▶ **Aim of the task**: Report each line of the entries that contains the word "controls", copied in full.

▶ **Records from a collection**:
+++++

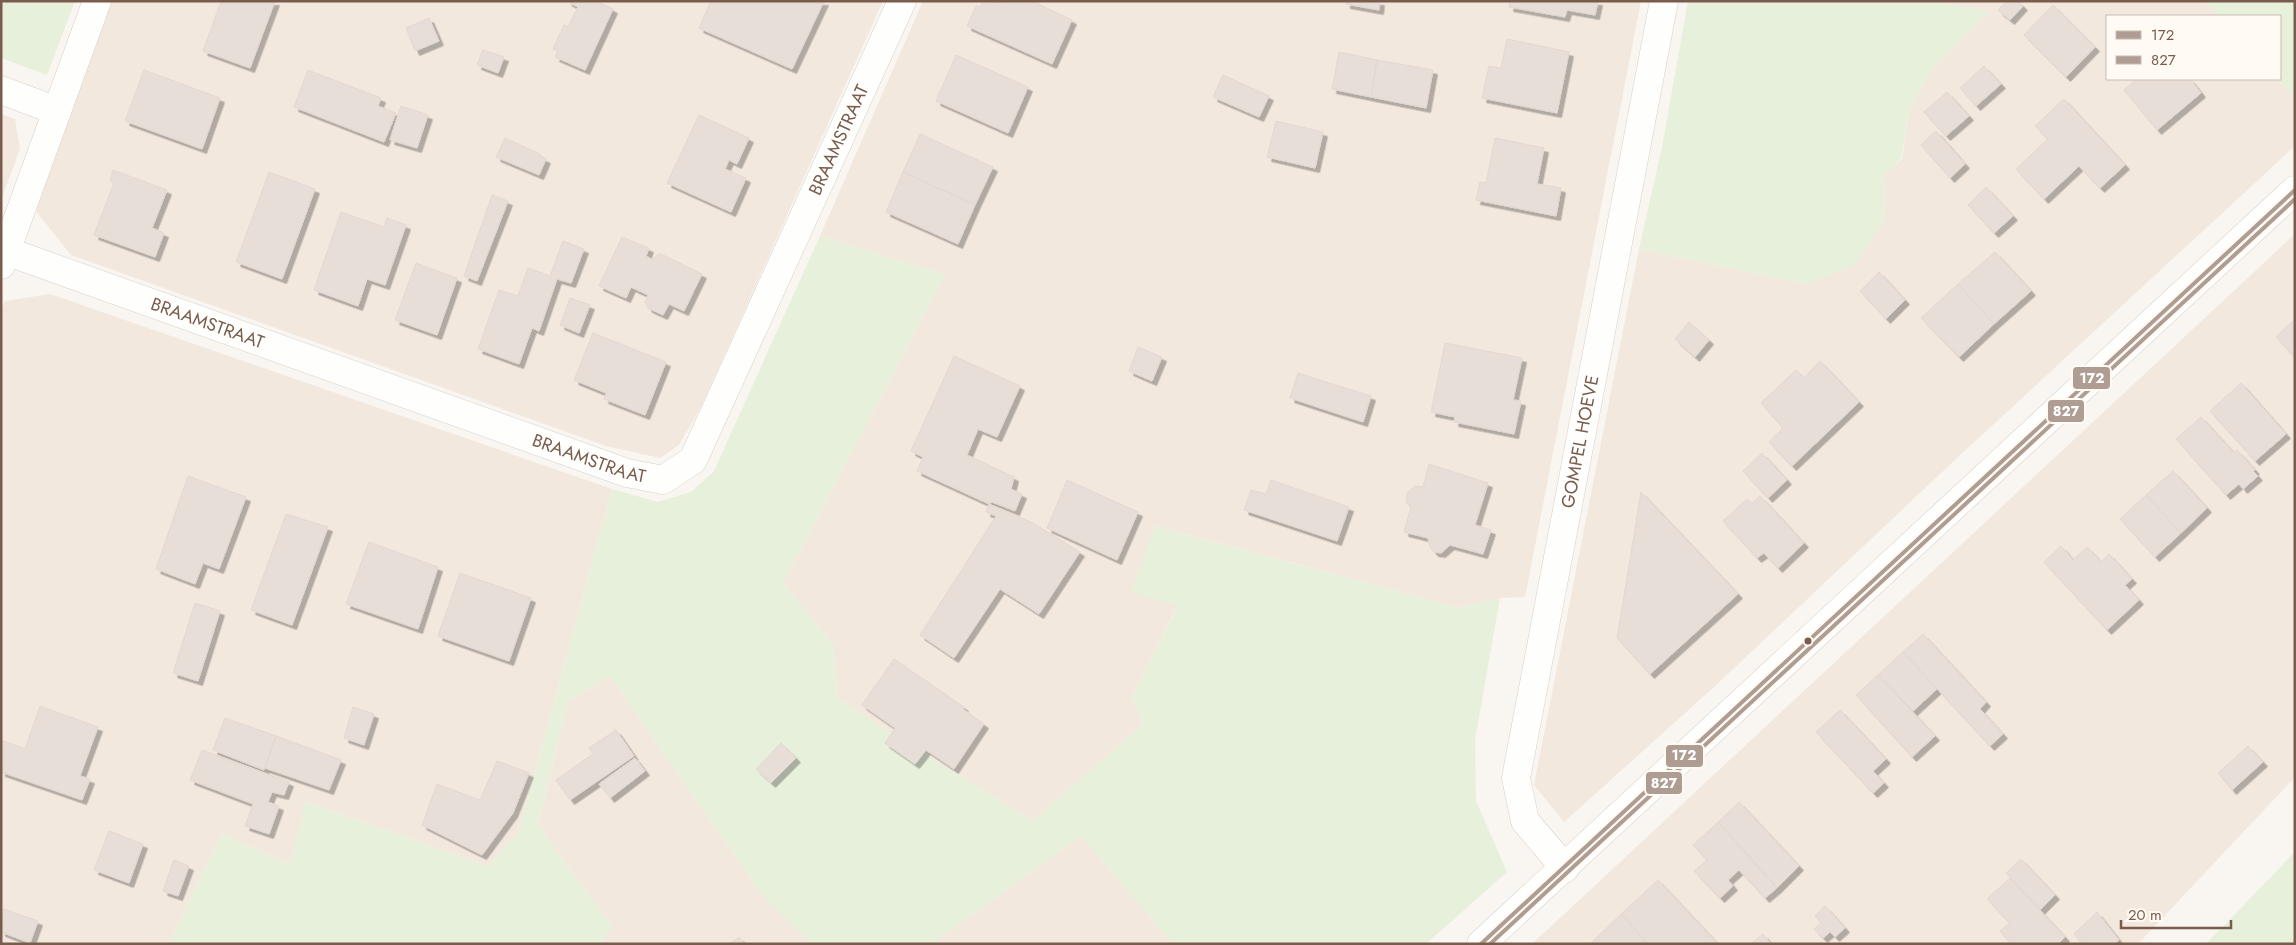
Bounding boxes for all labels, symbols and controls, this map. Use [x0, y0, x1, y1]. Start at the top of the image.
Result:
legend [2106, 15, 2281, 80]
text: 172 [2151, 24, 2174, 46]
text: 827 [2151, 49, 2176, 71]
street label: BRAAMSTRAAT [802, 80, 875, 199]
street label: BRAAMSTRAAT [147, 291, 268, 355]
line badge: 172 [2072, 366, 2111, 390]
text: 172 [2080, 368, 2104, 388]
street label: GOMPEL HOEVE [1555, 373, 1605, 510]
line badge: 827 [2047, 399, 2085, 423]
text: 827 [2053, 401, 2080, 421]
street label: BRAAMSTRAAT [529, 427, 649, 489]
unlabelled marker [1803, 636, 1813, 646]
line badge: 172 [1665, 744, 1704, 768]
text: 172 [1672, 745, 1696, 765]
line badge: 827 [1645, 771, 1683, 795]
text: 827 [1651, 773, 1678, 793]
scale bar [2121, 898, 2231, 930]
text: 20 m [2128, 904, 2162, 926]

+++++

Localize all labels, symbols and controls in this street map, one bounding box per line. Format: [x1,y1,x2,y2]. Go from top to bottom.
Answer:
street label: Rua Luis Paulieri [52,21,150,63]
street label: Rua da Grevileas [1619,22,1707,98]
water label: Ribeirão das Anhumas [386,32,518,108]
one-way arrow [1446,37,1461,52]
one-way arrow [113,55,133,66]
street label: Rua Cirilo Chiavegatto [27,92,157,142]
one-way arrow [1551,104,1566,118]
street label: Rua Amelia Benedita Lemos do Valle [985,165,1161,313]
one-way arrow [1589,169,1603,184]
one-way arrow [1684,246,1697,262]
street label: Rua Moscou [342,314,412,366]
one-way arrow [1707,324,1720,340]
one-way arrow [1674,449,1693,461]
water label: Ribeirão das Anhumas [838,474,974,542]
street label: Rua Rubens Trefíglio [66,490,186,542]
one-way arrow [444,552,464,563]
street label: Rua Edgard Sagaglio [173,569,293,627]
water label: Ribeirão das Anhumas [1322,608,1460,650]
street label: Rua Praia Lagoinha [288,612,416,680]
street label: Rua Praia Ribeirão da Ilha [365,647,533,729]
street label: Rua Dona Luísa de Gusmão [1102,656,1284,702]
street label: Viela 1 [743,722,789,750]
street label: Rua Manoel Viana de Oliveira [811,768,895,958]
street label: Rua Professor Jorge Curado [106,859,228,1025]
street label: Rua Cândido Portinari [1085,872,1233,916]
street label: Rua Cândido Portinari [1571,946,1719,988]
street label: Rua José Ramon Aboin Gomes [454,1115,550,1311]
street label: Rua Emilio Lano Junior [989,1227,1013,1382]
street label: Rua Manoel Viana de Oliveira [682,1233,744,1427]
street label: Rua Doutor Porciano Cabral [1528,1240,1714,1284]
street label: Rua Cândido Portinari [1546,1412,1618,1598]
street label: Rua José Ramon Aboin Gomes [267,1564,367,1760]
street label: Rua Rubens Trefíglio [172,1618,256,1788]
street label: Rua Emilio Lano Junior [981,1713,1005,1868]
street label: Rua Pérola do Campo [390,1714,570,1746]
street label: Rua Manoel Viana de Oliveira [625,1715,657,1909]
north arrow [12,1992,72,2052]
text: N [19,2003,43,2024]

+++++

▶ **Exercise output**:
Bounding boxes for all labels, symbols and controls, this map. Use [x0, y0, x1, y1]. Start at the top of the image.
Localize all labels, symbols and controls in this street map, one bounding box per line. Format: [x1,y1,x2,y2]. Go from top to bottom.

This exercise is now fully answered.